=== Begin Enclosure ===
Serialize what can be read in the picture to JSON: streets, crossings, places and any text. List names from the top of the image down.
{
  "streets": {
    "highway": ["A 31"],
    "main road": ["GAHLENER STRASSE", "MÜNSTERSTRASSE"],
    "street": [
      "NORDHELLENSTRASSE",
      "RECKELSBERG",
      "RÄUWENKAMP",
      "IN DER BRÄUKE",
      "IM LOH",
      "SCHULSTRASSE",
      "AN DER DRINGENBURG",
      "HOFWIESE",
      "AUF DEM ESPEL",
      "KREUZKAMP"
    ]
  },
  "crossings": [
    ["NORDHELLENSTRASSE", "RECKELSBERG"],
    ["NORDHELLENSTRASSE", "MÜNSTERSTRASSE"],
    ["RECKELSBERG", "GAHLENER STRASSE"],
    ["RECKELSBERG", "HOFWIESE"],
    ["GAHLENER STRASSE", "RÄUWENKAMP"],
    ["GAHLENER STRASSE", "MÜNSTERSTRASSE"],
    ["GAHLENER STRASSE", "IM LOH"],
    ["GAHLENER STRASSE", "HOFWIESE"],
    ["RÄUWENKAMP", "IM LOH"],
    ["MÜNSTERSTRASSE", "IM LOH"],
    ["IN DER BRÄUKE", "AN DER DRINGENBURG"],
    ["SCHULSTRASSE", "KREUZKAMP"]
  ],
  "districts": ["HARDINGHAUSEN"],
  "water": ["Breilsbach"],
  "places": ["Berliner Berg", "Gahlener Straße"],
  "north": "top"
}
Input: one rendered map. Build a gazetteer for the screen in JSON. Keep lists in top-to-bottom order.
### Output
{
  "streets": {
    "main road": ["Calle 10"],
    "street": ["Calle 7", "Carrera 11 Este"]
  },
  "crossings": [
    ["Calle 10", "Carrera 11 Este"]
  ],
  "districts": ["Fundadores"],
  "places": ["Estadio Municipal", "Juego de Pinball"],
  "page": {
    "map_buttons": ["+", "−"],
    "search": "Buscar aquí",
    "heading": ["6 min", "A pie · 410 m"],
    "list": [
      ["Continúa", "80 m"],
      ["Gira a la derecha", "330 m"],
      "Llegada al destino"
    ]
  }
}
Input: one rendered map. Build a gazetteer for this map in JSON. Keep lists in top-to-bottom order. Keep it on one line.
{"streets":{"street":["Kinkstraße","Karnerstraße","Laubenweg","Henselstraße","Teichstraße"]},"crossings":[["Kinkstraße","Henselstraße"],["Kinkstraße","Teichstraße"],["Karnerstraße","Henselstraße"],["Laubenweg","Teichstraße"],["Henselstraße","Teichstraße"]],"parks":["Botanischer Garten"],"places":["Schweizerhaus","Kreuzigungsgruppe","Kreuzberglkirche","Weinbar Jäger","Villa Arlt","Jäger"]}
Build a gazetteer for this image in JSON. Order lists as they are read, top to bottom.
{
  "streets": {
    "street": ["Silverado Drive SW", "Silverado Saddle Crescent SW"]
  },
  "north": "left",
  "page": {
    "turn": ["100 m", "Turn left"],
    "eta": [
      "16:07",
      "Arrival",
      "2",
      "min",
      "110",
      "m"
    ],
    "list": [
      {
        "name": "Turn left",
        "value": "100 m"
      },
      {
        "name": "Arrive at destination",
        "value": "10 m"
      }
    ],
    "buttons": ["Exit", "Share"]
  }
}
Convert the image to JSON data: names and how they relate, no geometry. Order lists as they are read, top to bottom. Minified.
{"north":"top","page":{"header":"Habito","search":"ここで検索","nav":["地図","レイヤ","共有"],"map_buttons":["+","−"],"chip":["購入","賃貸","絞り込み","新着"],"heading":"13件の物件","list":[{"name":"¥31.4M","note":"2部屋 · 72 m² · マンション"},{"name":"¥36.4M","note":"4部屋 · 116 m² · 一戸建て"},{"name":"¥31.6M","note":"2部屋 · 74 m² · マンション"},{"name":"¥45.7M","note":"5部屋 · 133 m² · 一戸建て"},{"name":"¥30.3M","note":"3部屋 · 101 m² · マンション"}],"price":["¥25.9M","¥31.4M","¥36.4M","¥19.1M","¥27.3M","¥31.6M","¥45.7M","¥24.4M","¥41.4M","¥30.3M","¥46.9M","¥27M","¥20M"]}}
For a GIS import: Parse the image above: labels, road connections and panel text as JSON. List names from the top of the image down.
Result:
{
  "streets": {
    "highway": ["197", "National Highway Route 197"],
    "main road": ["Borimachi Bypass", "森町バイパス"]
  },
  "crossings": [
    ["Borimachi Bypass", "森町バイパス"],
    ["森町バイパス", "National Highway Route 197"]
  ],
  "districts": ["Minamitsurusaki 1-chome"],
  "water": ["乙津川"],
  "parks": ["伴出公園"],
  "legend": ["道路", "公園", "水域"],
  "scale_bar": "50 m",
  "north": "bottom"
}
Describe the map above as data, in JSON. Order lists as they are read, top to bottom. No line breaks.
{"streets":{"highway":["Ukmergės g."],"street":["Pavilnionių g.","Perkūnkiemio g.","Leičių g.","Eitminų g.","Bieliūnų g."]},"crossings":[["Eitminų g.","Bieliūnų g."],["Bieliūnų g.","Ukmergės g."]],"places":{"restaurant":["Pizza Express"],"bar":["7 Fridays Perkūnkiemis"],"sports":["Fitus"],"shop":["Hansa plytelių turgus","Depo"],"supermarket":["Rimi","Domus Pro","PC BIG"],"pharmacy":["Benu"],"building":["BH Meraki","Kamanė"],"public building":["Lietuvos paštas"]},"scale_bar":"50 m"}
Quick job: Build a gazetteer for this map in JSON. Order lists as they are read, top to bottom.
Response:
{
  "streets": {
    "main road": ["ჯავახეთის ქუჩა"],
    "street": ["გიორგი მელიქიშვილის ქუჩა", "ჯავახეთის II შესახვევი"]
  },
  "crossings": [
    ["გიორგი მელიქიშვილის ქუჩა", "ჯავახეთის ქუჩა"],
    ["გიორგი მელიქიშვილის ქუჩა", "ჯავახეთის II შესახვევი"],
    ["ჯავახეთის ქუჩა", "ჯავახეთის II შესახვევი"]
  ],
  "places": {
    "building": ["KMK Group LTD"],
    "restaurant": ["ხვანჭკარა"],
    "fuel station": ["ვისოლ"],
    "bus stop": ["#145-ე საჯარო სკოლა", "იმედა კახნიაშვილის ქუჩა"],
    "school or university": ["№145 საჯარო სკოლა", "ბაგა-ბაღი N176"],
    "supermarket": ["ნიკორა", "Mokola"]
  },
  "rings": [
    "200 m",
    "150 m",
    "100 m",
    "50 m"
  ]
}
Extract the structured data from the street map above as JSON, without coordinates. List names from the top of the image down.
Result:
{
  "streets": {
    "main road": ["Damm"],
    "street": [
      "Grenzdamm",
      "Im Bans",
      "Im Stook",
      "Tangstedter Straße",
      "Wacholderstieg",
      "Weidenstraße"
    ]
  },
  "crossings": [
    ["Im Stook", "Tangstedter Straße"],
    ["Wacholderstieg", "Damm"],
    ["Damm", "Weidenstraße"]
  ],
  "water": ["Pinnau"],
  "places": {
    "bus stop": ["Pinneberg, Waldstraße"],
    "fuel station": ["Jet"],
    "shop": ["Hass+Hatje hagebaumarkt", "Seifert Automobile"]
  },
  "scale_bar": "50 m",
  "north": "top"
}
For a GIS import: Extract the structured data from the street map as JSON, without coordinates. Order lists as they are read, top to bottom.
=== End Enclosure ===
* [How to complete this task]: Write the entries out once more, exactly, without dropping a line.

* [Completed exercise]:
Serialize what can be read in the picture to JSON: streets, crossings, places and any text. List names from the top of the image down.
{
  "streets": {
    "highway": ["A 31"],
    "main road": ["GAHLENER STRASSE", "MÜNSTERSTRASSE"],
    "street": [
      "NORDHELLENSTRASSE",
      "RECKELSBERG",
      "RÄUWENKAMP",
      "IN DER BRÄUKE",
      "IM LOH",
      "SCHULSTRASSE",
      "AN DER DRINGENBURG",
      "HOFWIESE",
      "AUF DEM ESPEL",
      "KREUZKAMP"
    ]
  },
  "crossings": [
    ["NORDHELLENSTRASSE", "RECKELSBERG"],
    ["NORDHELLENSTRASSE", "MÜNSTERSTRASSE"],
    ["RECKELSBERG", "GAHLENER STRASSE"],
    ["RECKELSBERG", "HOFWIESE"],
    ["GAHLENER STRASSE", "RÄUWENKAMP"],
    ["GAHLENER STRASSE", "MÜNSTERSTRASSE"],
    ["GAHLENER STRASSE", "IM LOH"],
    ["GAHLENER STRASSE", "HOFWIESE"],
    ["RÄUWENKAMP", "IM LOH"],
    ["MÜNSTERSTRASSE", "IM LOH"],
    ["IN DER BRÄUKE", "AN DER DRINGENBURG"],
    ["SCHULSTRASSE", "KREUZKAMP"]
  ],
  "districts": ["HARDINGHAUSEN"],
  "water": ["Breilsbach"],
  "places": ["Berliner Berg", "Gahlener Straße"],
  "north": "top"
}
Input: one rendered map. Build a gazetteer for the screen in JSON. Keep lists in top-to-bottom order.
### Output
{
  "streets": {
    "main road": ["Calle 10"],
    "street": ["Calle 7", "Carrera 11 Este"]
  },
  "crossings": [
    ["Calle 10", "Carrera 11 Este"]
  ],
  "districts": ["Fundadores"],
  "places": ["Estadio Municipal", "Juego de Pinball"],
  "page": {
    "map_buttons": ["+", "−"],
    "search": "Buscar aquí",
    "heading": ["6 min", "A pie · 410 m"],
    "list": [
      ["Continúa", "80 m"],
      ["Gira a la derecha", "330 m"],
      "Llegada al destino"
    ]
  }
}
Input: one rendered map. Build a gazetteer for this map in JSON. Keep lists in top-to-bottom order. Keep it on one line.
{"streets":{"street":["Kinkstraße","Karnerstraße","Laubenweg","Henselstraße","Teichstraße"]},"crossings":[["Kinkstraße","Henselstraße"],["Kinkstraße","Teichstraße"],["Karnerstraße","Henselstraße"],["Laubenweg","Teichstraße"],["Henselstraße","Teichstraße"]],"parks":["Botanischer Garten"],"places":["Schweizerhaus","Kreuzigungsgruppe","Kreuzberglkirche","Weinbar Jäger","Villa Arlt","Jäger"]}
Build a gazetteer for this image in JSON. Order lists as they are read, top to bottom.
{
  "streets": {
    "street": ["Silverado Drive SW", "Silverado Saddle Crescent SW"]
  },
  "north": "left",
  "page": {
    "turn": ["100 m", "Turn left"],
    "eta": [
      "16:07",
      "Arrival",
      "2",
      "min",
      "110",
      "m"
    ],
    "list": [
      {
        "name": "Turn left",
        "value": "100 m"
      },
      {
        "name": "Arrive at destination",
        "value": "10 m"
      }
    ],
    "buttons": ["Exit", "Share"]
  }
}
Convert the image to JSON data: names and how they relate, no geometry. Order lists as they are read, top to bottom. Minified.
{"north":"top","page":{"header":"Habito","search":"ここで検索","nav":["地図","レイヤ","共有"],"map_buttons":["+","−"],"chip":["購入","賃貸","絞り込み","新着"],"heading":"13件の物件","list":[{"name":"¥31.4M","note":"2部屋 · 72 m² · マンション"},{"name":"¥36.4M","note":"4部屋 · 116 m² · 一戸建て"},{"name":"¥31.6M","note":"2部屋 · 74 m² · マンション"},{"name":"¥45.7M","note":"5部屋 · 133 m² · 一戸建て"},{"name":"¥30.3M","note":"3部屋 · 101 m² · マンション"}],"price":["¥25.9M","¥31.4M","¥36.4M","¥19.1M","¥27.3M","¥31.6M","¥45.7M","¥24.4M","¥41.4M","¥30.3M","¥46.9M","¥27M","¥20M"]}}
For a GIS import: Parse the image above: labels, road connections and panel text as JSON. List names from the top of the image down.
Result:
{
  "streets": {
    "highway": ["197", "National Highway Route 197"],
    "main road": ["Borimachi Bypass", "森町バイパス"]
  },
  "crossings": [
    ["Borimachi Bypass", "森町バイパス"],
    ["森町バイパス", "National Highway Route 197"]
  ],
  "districts": ["Minamitsurusaki 1-chome"],
  "water": ["乙津川"],
  "parks": ["伴出公園"],
  "legend": ["道路", "公園", "水域"],
  "scale_bar": "50 m",
  "north": "bottom"
}
Describe the map above as data, in JSON. Order lists as they are read, top to bottom. No line breaks.
{"streets":{"highway":["Ukmergės g."],"street":["Pavilnionių g.","Perkūnkiemio g.","Leičių g.","Eitminų g.","Bieliūnų g."]},"crossings":[["Eitminų g.","Bieliūnų g."],["Bieliūnų g.","Ukmergės g."]],"places":{"restaurant":["Pizza Express"],"bar":["7 Fridays Perkūnkiemis"],"sports":["Fitus"],"shop":["Hansa plytelių turgus","Depo"],"supermarket":["Rimi","Domus Pro","PC BIG"],"pharmacy":["Benu"],"building":["BH Meraki","Kamanė"],"public building":["Lietuvos paštas"]},"scale_bar":"50 m"}
Quick job: Build a gazetteer for this map in JSON. Order lists as they are read, top to bottom.
Response:
{
  "streets": {
    "main road": ["ჯავახეთის ქუჩა"],
    "street": ["გიორგი მელიქიშვილის ქუჩა", "ჯავახეთის II შესახვევი"]
  },
  "crossings": [
    ["გიორგი მელიქიშვილის ქუჩა", "ჯავახეთის ქუჩა"],
    ["გიორგი მელიქიშვილის ქუჩა", "ჯავახეთის II შესახვევი"],
    ["ჯავახეთის ქუჩა", "ჯავახეთის II შესახვევი"]
  ],
  "places": {
    "building": ["KMK Group LTD"],
    "restaurant": ["ხვანჭკარა"],
    "fuel station": ["ვისოლ"],
    "bus stop": ["#145-ე საჯარო სკოლა", "იმედა კახნიაშვილის ქუჩა"],
    "school or university": ["№145 საჯარო სკოლა", "ბაგა-ბაღი N176"],
    "supermarket": ["ნიკორა", "Mokola"]
  },
  "rings": [
    "200 m",
    "150 m",
    "100 m",
    "50 m"
  ]
}
Extract the structured data from the street map above as JSON, without coordinates. List names from the top of the image down.
Result:
{
  "streets": {
    "main road": ["Damm"],
    "street": [
      "Grenzdamm",
      "Im Bans",
      "Im Stook",
      "Tangstedter Straße",
      "Wacholderstieg",
      "Weidenstraße"
    ]
  },
  "crossings": [
    ["Im Stook", "Tangstedter Straße"],
    ["Wacholderstieg", "Damm"],
    ["Damm", "Weidenstraße"]
  ],
  "water": ["Pinnau"],
  "places": {
    "bus stop": ["Pinneberg, Waldstraße"],
    "fuel station": ["Jet"],
    "shop": ["Hass+Hatje hagebaumarkt", "Seifert Automobile"]
  },
  "scale_bar": "50 m",
  "north": "top"
}
For a GIS import: Extract the structured data from the street map as JSON, without coordinates. Order lists as they are read, top to bottom.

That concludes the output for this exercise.